SUPPLIED RECORDS
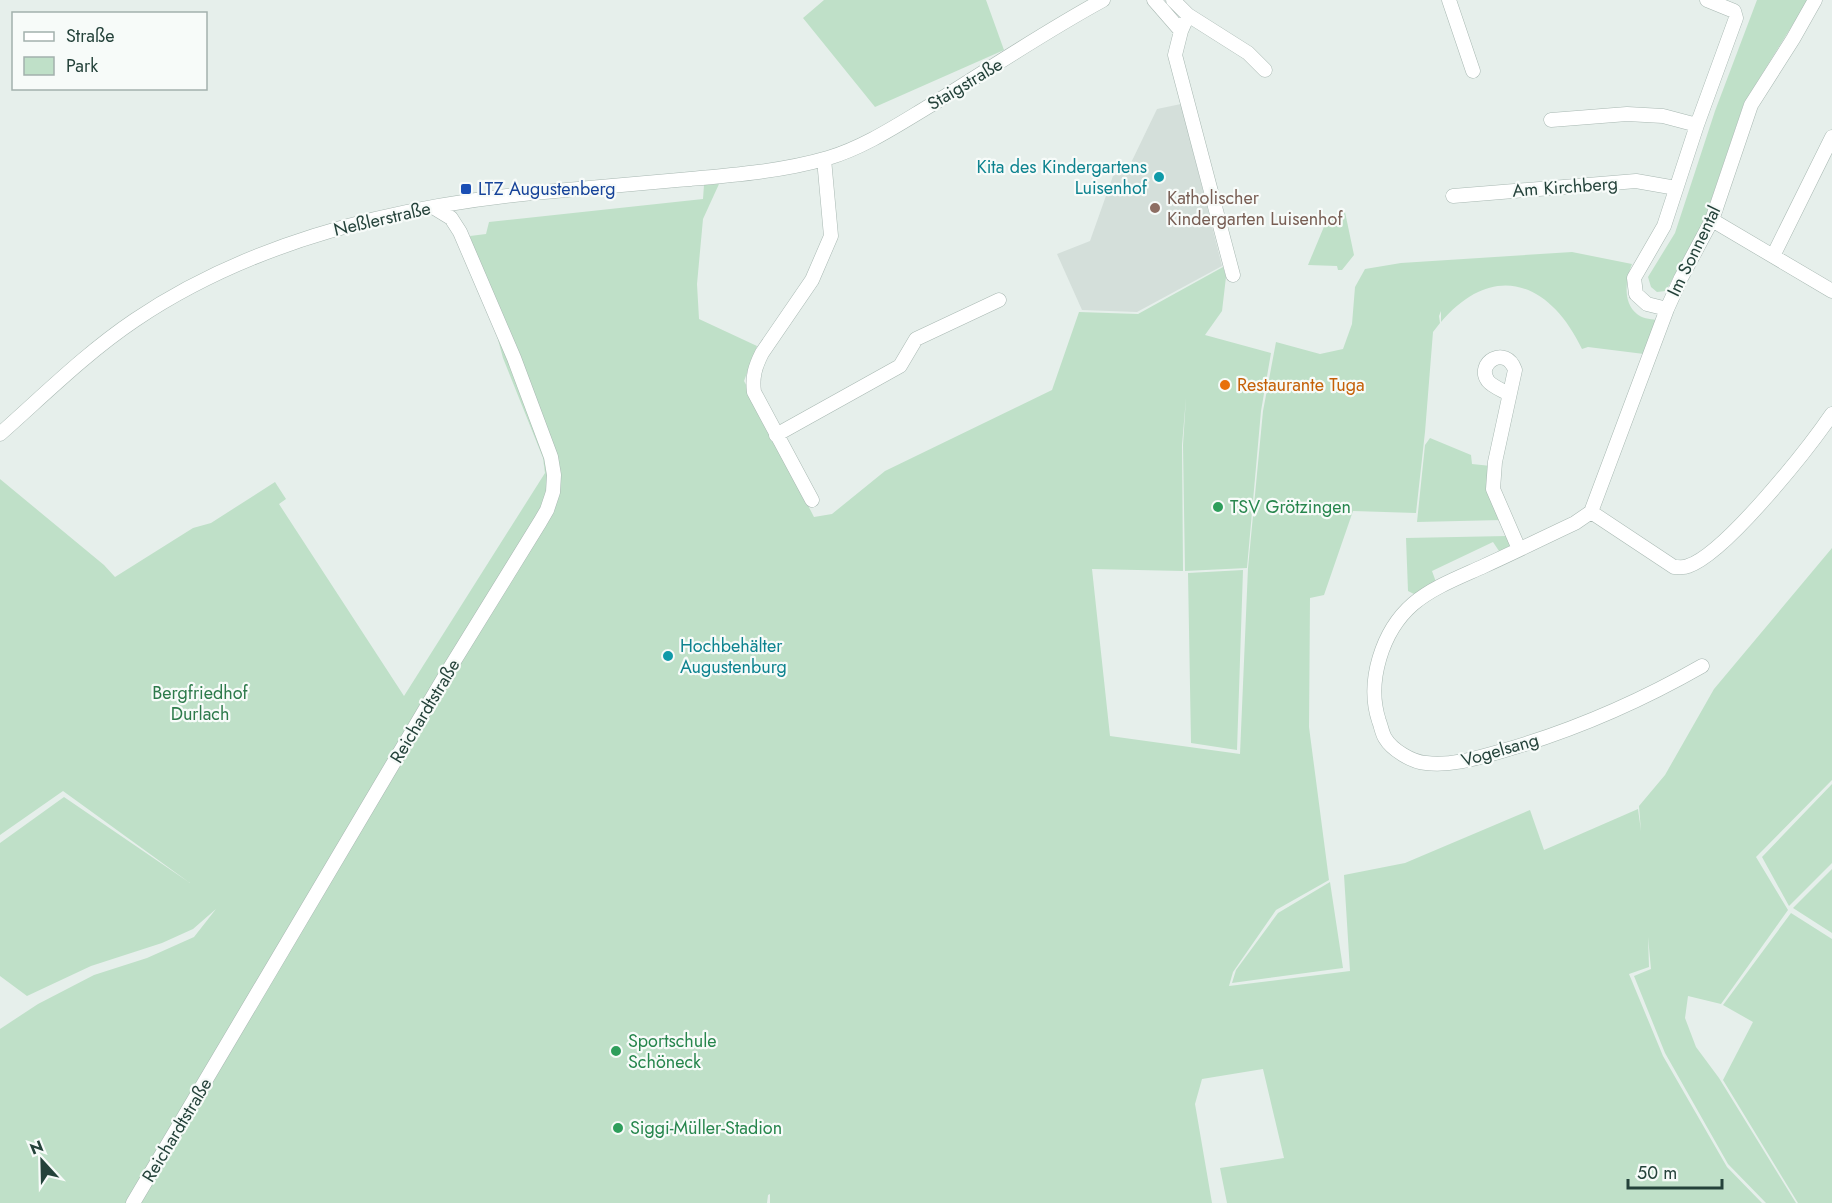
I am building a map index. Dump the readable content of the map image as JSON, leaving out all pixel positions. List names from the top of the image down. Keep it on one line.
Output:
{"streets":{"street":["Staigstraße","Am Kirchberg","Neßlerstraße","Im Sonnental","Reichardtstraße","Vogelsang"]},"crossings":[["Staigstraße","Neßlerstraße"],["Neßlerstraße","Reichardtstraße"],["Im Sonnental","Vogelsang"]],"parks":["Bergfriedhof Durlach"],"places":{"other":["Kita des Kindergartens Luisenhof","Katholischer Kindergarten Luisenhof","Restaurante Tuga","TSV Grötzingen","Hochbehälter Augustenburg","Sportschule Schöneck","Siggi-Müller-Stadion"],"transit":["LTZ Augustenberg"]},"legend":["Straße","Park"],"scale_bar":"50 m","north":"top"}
--
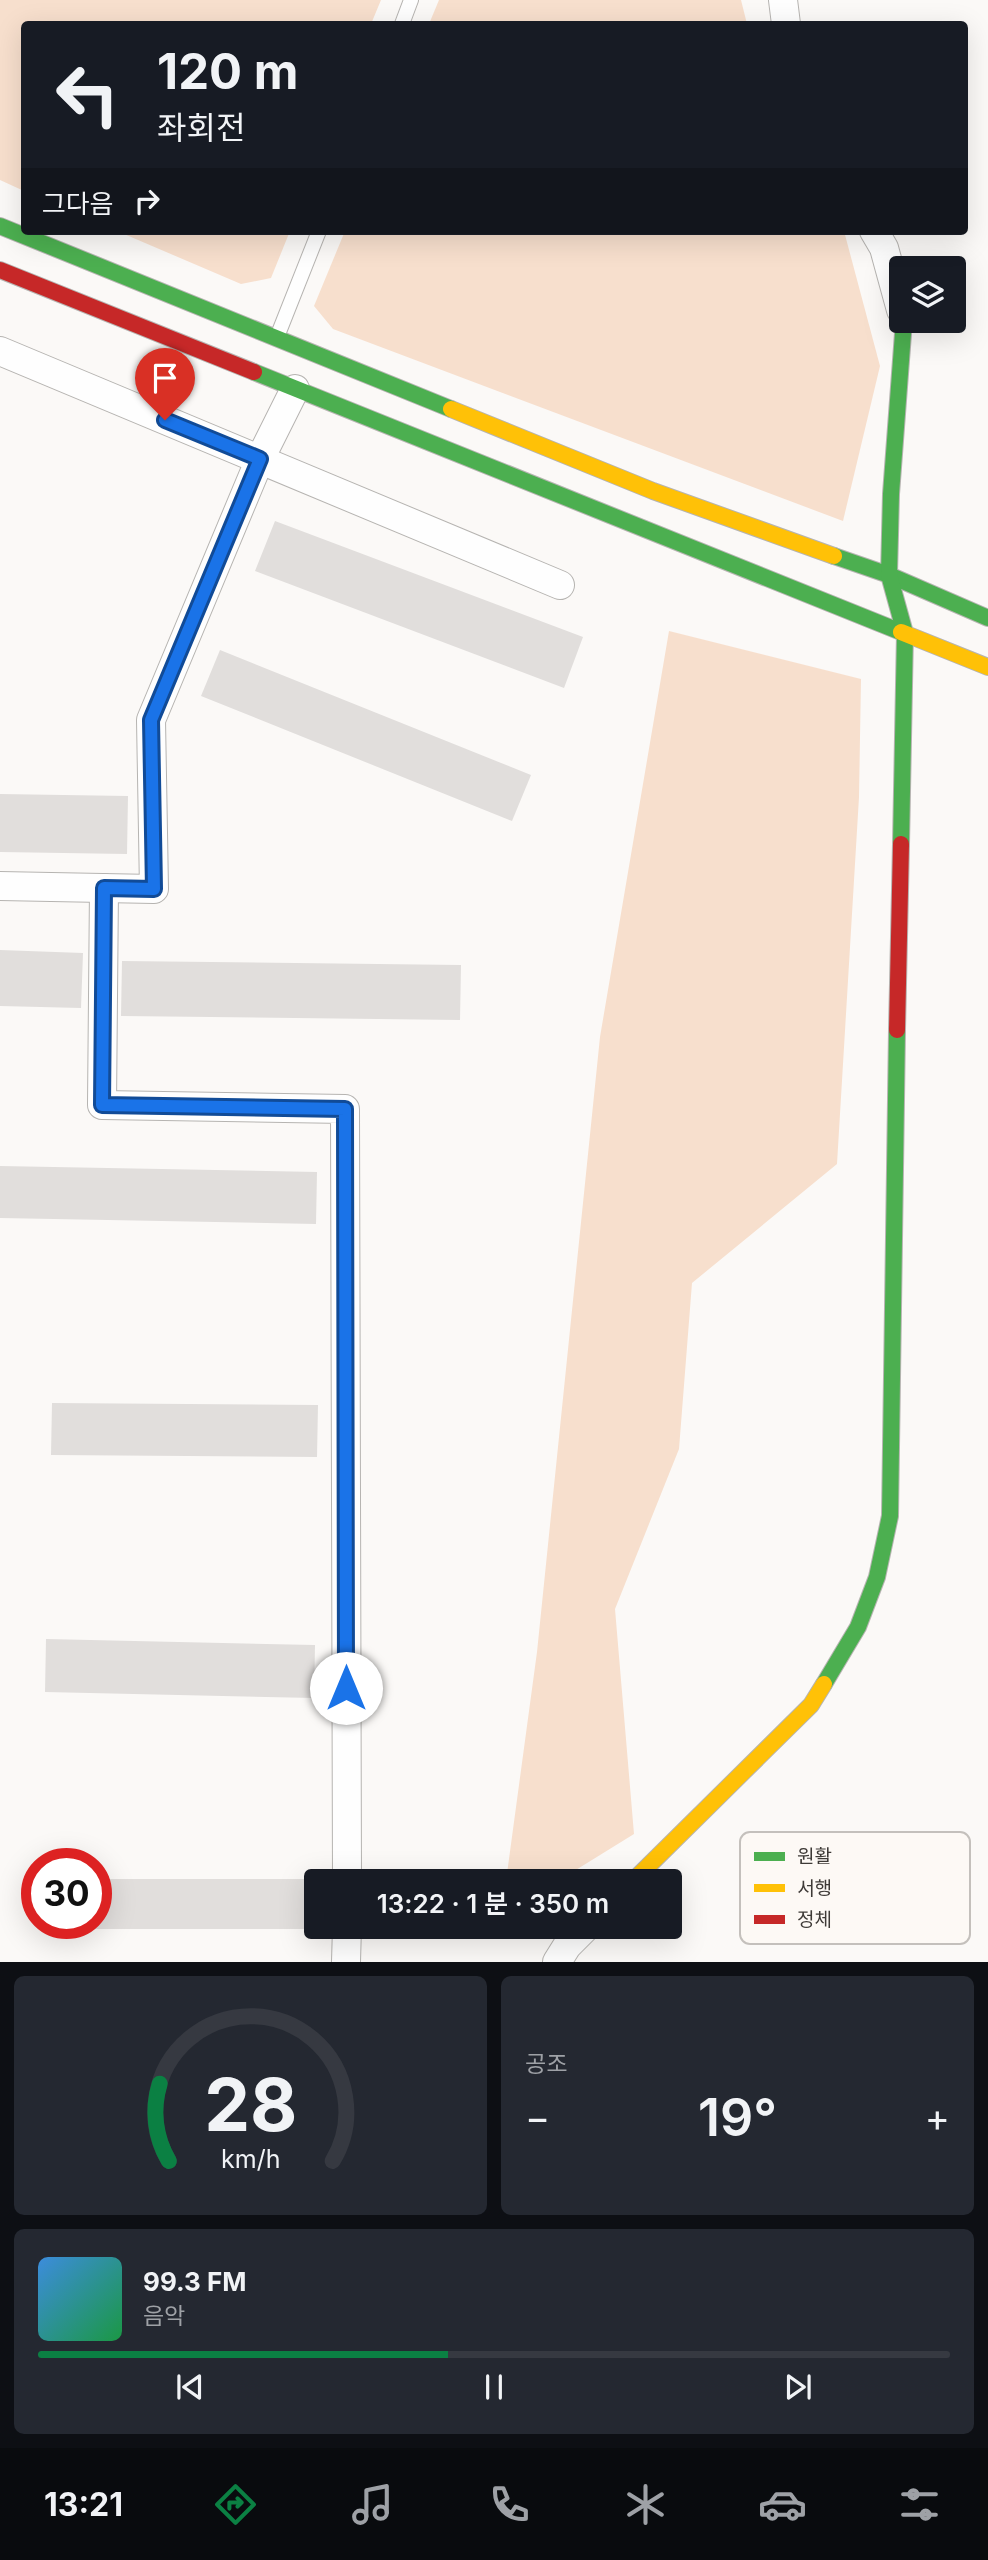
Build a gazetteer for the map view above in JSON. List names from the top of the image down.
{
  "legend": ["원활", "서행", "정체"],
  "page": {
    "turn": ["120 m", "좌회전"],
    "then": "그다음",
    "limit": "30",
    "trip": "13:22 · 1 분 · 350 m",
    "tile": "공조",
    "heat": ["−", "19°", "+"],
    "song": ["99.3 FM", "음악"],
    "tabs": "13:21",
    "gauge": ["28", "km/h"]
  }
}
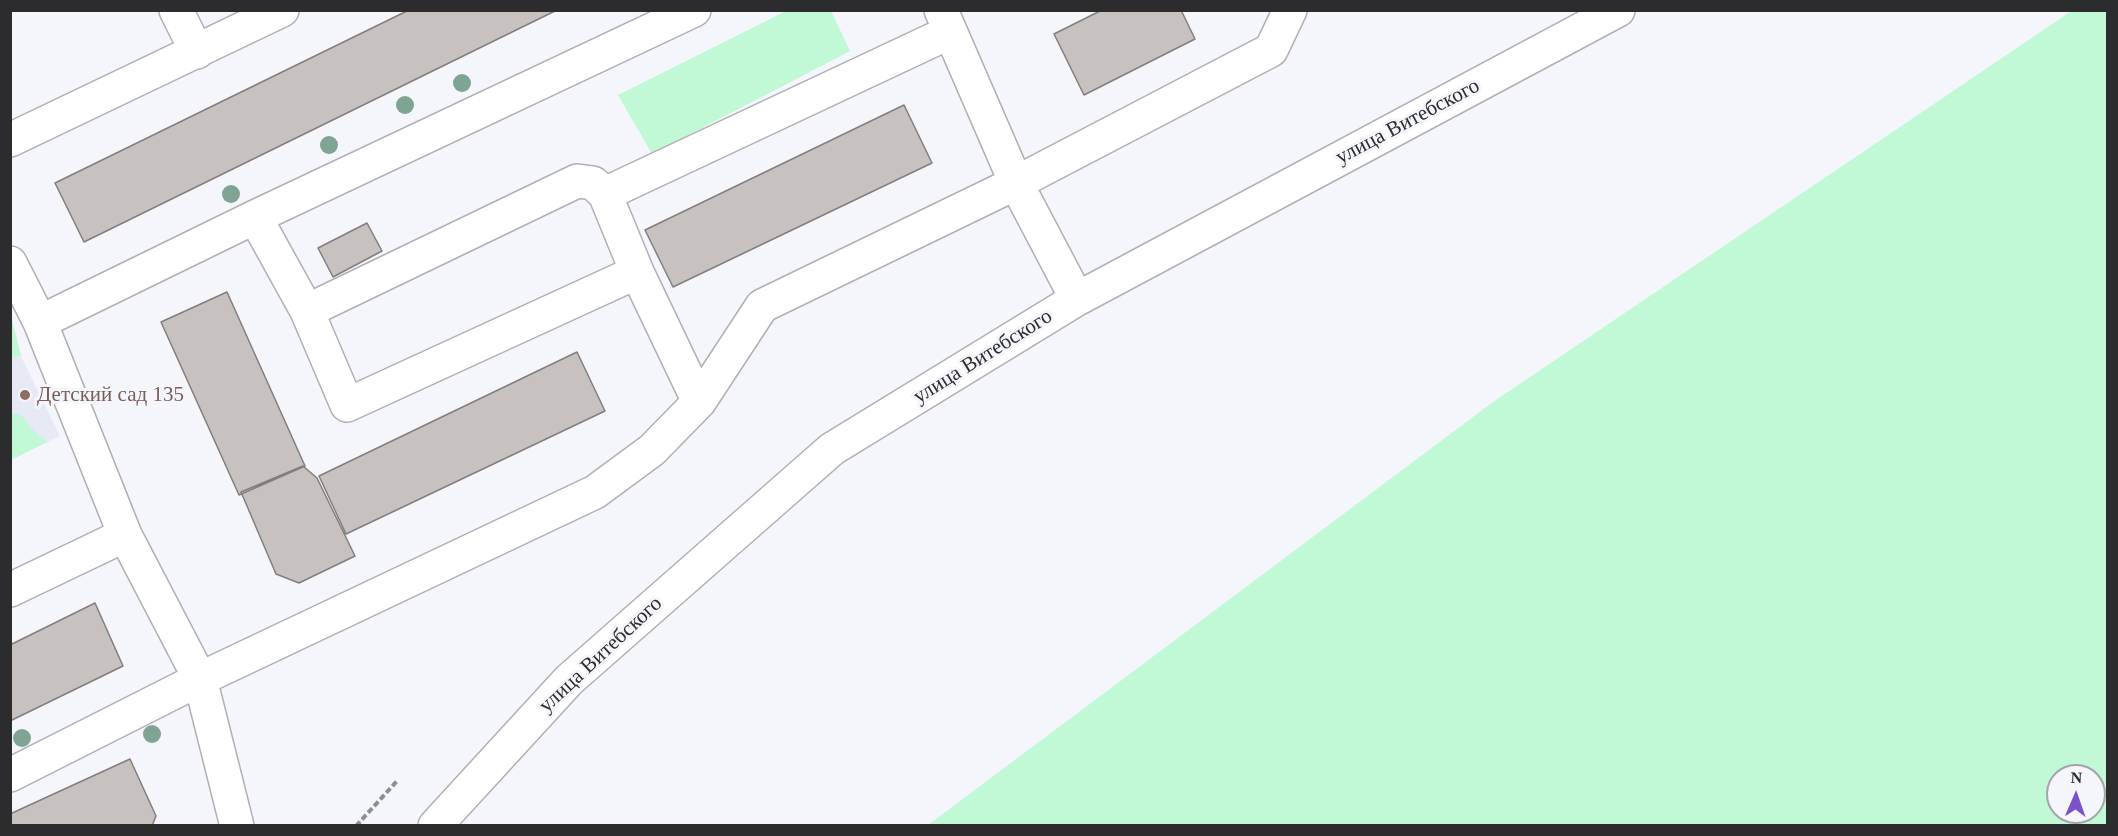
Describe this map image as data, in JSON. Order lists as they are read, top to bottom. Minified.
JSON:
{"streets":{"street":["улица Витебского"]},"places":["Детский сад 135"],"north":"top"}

WHAT TO WORK ON
The copy should hold only the lines from the one with "Build a gazetteer" through the one with "Describe this map", exactly as they stand above. Leave out the pictures.

FINAL ANSWER
Build a gazetteer for the map view above in JSON. List names from the top of the image down.
{
  "legend": ["원활", "서행", "정체"],
  "page": {
    "turn": ["120 m", "좌회전"],
    "then": "그다음",
    "limit": "30",
    "trip": "13:22 · 1 분 · 350 m",
    "tile": "공조",
    "heat": ["−", "19°", "+"],
    "song": ["99.3 FM", "음악"],
    "tabs": "13:21",
    "gauge": ["28", "km/h"]
  }
}
Describe this map image as data, in JSON. Order lists as they are read, top to bottom. Minified.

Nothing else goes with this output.